Beef marketers are using innovative ideas to put beef on consumers’ plates. With online purchases, consumers are quickly changing how they are going to obtain food for their families. Meal kits deliver food ingredients directly to consumers in individually packaged proportions. These kits come with step-by-step recipes and allow the consumer to efficiently cook meals at home. While meal kits may be more expensive for consumers, they may eliminate the need for some to go grocery shopping. Beef is a popular component in the meal kit segment.

Retail grocers are looking at using technology to attract customers. Increasing numbers of consumers are purchasing groceries online across the country. Groceries can then be picked up curbside at the store or in some locations actually delivered directly to the consumer’s home. Beef sales should benefit from increased convenience for the consumer. While this concept is relatively new, it would be premature to dismiss the long-term potential of this use of technology by the consumer.

How important is the voice of the consumer? Their concerns have resulted in Tyson Foods, who harvest and process 25% of the U.S. beef market share, and also Wendy’s, now the second largest fast food hamburger chain in the U.S., both announcing that beginning in 2019 they will be sourcing beef from producers who are Beef Quality Assurance certified. The consumer’s voice is being heard and it is influencing how we implement our management practices at the farm level.
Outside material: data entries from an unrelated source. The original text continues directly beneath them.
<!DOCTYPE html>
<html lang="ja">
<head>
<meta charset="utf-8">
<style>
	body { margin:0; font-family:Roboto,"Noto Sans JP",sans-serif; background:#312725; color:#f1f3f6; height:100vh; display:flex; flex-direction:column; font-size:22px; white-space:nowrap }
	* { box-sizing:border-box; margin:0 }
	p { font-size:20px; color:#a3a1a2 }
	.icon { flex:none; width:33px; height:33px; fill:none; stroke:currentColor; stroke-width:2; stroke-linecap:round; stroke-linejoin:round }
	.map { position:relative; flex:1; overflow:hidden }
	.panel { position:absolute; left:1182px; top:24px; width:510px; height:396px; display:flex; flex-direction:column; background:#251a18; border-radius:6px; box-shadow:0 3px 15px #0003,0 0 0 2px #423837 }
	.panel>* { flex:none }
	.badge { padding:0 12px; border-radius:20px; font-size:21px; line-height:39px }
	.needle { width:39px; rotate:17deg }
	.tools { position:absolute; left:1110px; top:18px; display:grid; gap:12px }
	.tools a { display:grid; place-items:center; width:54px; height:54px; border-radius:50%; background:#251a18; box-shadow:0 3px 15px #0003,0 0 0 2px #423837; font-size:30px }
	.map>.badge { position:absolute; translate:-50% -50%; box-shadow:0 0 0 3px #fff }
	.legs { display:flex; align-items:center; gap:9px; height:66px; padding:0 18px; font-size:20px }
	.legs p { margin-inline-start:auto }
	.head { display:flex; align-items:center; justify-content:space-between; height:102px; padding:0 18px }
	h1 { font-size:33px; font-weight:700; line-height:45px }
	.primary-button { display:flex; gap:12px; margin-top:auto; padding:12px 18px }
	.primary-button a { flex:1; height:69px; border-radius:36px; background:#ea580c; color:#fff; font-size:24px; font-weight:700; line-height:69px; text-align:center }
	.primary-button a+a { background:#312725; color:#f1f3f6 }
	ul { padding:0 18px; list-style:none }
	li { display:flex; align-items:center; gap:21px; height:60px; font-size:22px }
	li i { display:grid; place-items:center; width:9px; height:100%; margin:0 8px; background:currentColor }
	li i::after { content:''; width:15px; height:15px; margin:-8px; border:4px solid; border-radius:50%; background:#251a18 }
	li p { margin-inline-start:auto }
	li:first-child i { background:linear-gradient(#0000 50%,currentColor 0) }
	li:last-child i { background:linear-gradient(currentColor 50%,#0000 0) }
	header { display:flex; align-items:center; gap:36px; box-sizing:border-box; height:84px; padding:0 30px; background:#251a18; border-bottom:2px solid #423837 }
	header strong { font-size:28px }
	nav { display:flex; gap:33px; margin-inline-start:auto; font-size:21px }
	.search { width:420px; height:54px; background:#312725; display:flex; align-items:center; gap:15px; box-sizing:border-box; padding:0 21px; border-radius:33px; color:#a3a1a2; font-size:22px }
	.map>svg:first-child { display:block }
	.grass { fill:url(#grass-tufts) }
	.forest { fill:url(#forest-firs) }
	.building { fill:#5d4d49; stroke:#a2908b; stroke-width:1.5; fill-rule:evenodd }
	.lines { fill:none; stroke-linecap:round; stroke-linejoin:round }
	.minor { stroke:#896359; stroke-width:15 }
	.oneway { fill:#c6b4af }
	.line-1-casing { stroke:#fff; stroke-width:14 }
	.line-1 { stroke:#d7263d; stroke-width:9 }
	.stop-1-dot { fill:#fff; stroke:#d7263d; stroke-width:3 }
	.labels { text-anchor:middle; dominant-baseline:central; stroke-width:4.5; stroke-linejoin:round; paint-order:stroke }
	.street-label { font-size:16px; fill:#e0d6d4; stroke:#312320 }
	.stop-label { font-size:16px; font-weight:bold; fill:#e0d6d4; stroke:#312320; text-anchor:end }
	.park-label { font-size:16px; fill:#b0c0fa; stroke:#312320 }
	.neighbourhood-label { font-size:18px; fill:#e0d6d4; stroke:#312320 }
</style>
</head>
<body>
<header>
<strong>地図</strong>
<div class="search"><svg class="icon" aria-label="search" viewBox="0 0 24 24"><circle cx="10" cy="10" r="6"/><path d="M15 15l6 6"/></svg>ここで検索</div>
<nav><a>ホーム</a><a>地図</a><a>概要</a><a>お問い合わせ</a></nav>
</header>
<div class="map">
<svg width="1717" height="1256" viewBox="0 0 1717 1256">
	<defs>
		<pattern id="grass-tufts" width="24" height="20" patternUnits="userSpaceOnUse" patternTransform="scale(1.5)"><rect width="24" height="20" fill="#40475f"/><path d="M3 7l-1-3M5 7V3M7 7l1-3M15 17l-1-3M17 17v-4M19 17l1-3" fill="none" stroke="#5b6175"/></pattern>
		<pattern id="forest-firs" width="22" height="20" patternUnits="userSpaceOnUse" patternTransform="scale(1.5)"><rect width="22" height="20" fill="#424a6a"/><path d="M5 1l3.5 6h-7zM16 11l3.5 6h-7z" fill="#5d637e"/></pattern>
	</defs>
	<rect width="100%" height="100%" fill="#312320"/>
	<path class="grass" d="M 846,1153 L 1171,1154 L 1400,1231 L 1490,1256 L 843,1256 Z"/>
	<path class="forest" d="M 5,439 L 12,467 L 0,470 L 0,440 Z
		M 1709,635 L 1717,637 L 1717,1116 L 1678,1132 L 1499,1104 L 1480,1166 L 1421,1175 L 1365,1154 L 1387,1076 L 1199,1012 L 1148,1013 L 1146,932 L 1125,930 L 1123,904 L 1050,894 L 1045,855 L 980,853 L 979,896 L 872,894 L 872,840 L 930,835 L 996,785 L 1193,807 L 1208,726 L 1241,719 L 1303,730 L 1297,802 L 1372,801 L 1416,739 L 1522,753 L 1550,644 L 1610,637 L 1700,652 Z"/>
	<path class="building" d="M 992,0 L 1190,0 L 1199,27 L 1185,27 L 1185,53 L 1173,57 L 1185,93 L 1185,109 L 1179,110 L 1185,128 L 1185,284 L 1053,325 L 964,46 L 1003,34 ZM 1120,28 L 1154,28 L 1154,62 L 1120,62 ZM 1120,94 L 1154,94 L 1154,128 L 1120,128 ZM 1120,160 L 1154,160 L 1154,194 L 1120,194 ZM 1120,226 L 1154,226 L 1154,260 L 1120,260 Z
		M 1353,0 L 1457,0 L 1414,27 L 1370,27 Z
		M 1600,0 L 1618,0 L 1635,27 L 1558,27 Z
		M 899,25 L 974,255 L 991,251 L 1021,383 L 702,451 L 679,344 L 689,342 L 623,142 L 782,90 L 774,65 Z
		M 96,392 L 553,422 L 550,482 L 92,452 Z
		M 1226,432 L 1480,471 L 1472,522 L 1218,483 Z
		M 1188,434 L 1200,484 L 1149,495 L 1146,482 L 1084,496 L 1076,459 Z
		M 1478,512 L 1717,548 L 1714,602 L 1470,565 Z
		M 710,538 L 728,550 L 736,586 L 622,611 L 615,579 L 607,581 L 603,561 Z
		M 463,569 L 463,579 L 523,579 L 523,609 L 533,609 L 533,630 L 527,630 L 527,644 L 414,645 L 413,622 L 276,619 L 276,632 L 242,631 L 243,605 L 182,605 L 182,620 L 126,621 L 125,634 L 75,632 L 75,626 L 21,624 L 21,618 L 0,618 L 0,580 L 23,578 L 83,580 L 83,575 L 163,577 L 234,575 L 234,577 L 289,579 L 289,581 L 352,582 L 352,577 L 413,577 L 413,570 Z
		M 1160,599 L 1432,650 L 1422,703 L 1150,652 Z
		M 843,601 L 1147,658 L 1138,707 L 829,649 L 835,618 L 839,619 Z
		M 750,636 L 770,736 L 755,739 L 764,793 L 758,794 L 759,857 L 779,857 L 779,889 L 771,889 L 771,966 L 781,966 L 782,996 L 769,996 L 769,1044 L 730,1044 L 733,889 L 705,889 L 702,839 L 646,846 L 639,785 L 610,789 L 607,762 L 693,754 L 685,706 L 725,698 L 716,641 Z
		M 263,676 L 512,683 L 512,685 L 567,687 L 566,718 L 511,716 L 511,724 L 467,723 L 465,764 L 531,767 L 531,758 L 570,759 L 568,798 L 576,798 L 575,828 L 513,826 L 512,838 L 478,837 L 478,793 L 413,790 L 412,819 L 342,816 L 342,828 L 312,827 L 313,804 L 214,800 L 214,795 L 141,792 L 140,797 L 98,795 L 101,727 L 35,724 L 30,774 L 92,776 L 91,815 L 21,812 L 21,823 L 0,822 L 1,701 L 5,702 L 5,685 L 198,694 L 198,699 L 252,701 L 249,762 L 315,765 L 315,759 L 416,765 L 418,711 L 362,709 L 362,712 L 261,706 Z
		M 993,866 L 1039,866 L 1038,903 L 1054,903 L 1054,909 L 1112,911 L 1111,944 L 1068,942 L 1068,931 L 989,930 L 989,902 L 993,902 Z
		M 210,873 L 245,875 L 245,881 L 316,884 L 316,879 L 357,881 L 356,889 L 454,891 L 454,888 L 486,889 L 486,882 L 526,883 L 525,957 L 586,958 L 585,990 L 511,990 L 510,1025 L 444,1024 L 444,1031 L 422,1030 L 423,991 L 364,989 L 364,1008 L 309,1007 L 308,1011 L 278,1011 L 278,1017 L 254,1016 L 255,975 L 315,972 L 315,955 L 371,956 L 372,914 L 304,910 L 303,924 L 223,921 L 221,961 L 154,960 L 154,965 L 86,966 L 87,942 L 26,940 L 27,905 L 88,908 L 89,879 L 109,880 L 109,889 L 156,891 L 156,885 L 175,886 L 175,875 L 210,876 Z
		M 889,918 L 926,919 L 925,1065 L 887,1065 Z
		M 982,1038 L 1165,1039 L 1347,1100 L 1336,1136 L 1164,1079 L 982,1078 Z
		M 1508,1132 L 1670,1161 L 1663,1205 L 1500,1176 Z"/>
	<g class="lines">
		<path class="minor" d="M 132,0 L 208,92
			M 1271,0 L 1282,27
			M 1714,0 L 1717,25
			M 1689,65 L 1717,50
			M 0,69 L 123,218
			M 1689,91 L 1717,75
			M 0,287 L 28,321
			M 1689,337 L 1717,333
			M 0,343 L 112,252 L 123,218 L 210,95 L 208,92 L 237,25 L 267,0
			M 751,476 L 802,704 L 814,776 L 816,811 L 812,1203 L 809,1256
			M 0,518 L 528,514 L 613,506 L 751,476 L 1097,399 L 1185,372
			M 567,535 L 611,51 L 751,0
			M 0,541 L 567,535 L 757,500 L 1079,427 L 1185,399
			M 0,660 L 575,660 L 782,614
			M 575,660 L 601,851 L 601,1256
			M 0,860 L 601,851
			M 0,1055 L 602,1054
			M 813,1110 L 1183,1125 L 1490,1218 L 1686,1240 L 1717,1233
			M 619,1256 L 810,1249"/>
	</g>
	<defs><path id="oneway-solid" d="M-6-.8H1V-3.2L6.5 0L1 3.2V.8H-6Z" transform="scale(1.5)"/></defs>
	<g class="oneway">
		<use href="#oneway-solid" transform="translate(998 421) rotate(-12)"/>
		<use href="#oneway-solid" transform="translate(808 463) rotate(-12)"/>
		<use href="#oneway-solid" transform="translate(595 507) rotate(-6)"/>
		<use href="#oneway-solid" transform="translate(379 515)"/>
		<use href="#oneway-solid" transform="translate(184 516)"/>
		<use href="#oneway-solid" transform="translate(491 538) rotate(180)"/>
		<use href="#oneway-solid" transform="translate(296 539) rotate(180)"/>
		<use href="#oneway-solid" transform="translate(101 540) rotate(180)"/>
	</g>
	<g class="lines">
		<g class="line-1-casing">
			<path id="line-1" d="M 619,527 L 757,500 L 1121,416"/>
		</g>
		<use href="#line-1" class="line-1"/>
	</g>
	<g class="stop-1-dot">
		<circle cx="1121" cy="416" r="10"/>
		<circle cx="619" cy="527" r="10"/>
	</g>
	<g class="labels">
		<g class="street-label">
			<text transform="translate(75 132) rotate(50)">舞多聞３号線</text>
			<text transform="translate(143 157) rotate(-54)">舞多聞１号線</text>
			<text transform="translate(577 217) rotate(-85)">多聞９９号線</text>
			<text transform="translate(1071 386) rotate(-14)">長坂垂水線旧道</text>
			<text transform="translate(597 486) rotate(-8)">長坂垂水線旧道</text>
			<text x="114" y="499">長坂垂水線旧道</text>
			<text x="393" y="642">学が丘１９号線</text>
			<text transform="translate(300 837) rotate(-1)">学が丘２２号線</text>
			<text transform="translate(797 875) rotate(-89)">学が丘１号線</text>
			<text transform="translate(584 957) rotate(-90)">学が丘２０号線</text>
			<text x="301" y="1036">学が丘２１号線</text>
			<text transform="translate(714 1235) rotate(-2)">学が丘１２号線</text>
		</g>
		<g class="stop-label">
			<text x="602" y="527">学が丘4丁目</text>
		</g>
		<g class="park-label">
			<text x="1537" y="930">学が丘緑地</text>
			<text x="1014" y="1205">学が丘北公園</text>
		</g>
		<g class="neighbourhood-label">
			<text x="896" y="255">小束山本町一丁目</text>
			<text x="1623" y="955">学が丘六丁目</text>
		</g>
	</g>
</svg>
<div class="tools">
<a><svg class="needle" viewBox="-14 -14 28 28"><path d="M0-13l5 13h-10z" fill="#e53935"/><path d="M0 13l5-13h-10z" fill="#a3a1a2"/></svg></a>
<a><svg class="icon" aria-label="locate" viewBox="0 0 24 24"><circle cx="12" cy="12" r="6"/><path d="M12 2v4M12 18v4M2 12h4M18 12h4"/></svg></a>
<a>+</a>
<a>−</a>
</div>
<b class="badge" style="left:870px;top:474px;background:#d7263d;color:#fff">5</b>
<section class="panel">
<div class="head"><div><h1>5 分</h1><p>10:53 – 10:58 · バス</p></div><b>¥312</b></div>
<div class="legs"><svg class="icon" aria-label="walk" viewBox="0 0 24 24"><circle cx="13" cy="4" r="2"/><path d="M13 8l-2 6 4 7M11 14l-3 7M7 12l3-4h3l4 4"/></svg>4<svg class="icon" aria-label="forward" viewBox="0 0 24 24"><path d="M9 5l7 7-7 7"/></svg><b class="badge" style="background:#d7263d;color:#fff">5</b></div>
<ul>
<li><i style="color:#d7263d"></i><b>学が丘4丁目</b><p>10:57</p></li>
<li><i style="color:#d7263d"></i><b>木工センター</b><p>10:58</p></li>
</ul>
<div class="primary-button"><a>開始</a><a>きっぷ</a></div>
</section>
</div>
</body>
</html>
A growing middle class around the world is increasing the global demand for protein. There is also an increasing consumer desire for foods that have been produced in a sustainable manner. For beef, that means a supply chain that is socially responsible, environmentally sound and economically viable. Today’s cattlemen must be responsive to the public’s demand for more transparency about how we produce beef. If we ignore our customer’s requests for more sustainable production of beef, we will lose their trust and ultimately hurt demand for our product.

I am sure most of you are familiar with the phrase “The customer is always right.” This phrase may be more meaningful than ever for the beef industry.